### Instructions to follow
Below are the records; copy exactly the stretch from the line containing "position:absolute; left:20px; top:865px;" through the line containing "0,982px 0,982px 27px,902px", both ends included, and nothing else.

### Dataset excerpts
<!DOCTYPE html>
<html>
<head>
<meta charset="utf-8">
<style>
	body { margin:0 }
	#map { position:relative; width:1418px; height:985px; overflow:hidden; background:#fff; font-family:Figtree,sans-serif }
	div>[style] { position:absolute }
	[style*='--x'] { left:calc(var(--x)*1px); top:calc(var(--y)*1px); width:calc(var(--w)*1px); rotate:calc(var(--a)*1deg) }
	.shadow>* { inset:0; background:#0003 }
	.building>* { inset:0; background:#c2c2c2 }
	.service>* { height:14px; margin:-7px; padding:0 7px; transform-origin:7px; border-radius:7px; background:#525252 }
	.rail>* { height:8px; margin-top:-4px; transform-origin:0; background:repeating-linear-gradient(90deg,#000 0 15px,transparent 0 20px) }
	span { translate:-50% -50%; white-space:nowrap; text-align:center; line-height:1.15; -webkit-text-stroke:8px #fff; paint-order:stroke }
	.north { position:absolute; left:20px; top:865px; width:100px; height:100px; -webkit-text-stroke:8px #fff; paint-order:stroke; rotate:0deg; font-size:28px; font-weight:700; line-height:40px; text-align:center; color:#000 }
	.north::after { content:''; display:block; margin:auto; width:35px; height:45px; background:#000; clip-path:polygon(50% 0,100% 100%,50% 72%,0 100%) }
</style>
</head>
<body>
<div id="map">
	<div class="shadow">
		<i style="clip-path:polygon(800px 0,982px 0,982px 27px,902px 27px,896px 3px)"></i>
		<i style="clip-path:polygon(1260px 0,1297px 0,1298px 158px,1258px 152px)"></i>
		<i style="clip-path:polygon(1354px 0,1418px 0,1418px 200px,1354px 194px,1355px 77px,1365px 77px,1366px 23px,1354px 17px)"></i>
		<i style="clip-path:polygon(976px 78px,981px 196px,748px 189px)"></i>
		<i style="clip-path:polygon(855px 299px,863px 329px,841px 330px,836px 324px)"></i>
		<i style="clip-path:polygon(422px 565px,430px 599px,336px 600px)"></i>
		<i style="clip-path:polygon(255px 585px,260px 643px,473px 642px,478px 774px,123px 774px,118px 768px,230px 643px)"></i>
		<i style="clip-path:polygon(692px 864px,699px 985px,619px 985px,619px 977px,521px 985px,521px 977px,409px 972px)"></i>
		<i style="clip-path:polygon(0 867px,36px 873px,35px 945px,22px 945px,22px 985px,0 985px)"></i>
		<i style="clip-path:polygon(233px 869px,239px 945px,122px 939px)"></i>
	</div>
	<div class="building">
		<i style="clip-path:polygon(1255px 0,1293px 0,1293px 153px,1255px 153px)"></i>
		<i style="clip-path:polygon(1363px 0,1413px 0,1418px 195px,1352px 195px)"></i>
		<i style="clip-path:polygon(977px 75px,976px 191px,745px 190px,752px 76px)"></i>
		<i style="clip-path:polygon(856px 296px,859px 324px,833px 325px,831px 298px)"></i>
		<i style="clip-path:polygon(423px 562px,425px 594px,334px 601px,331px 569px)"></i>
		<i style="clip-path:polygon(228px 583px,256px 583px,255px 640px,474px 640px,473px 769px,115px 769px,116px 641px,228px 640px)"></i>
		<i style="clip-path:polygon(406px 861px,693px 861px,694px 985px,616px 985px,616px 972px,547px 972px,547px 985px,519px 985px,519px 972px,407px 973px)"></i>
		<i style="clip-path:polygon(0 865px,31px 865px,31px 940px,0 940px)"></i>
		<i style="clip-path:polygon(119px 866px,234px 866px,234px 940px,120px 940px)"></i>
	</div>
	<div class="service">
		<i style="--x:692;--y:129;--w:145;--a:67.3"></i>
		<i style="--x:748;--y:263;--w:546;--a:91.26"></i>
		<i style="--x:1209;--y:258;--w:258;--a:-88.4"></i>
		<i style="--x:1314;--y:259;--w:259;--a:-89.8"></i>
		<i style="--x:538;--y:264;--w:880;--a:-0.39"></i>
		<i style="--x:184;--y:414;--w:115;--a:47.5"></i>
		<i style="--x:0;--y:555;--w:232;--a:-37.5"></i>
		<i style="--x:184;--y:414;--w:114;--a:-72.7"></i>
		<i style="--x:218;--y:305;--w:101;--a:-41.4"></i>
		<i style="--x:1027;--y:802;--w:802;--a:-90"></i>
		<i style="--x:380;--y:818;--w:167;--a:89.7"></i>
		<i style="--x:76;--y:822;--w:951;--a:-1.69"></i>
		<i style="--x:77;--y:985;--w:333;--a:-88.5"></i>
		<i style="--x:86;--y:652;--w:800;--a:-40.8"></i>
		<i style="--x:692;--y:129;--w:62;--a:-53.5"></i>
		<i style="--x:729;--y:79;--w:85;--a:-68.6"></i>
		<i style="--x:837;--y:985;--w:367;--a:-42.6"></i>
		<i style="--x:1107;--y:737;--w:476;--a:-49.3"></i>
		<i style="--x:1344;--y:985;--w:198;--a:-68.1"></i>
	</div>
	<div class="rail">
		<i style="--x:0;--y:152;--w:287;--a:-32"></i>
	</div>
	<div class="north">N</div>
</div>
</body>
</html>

### Exercise output
	.north { position:absolute; left:20px; top:865px; width:100px; height:100px; -webkit-text-stroke:8px #fff; paint-order:stroke; rotate:0deg; font-size:28px; font-weight:700; line-height:40px; text-align:center; color:#000 }
	.north::after { content:''; display:block; margin:auto; width:35px; height:45px; background:#000; clip-path:polygon(50% 0,100% 100%,50% 72%,0 100%) }
</style>
</head>
<body>
<div id="map">
	<div class="shadow">
		<i style="clip-path:polygon(800px 0,982px 0,982px 27px,902px 27px,896px 3px)"></i>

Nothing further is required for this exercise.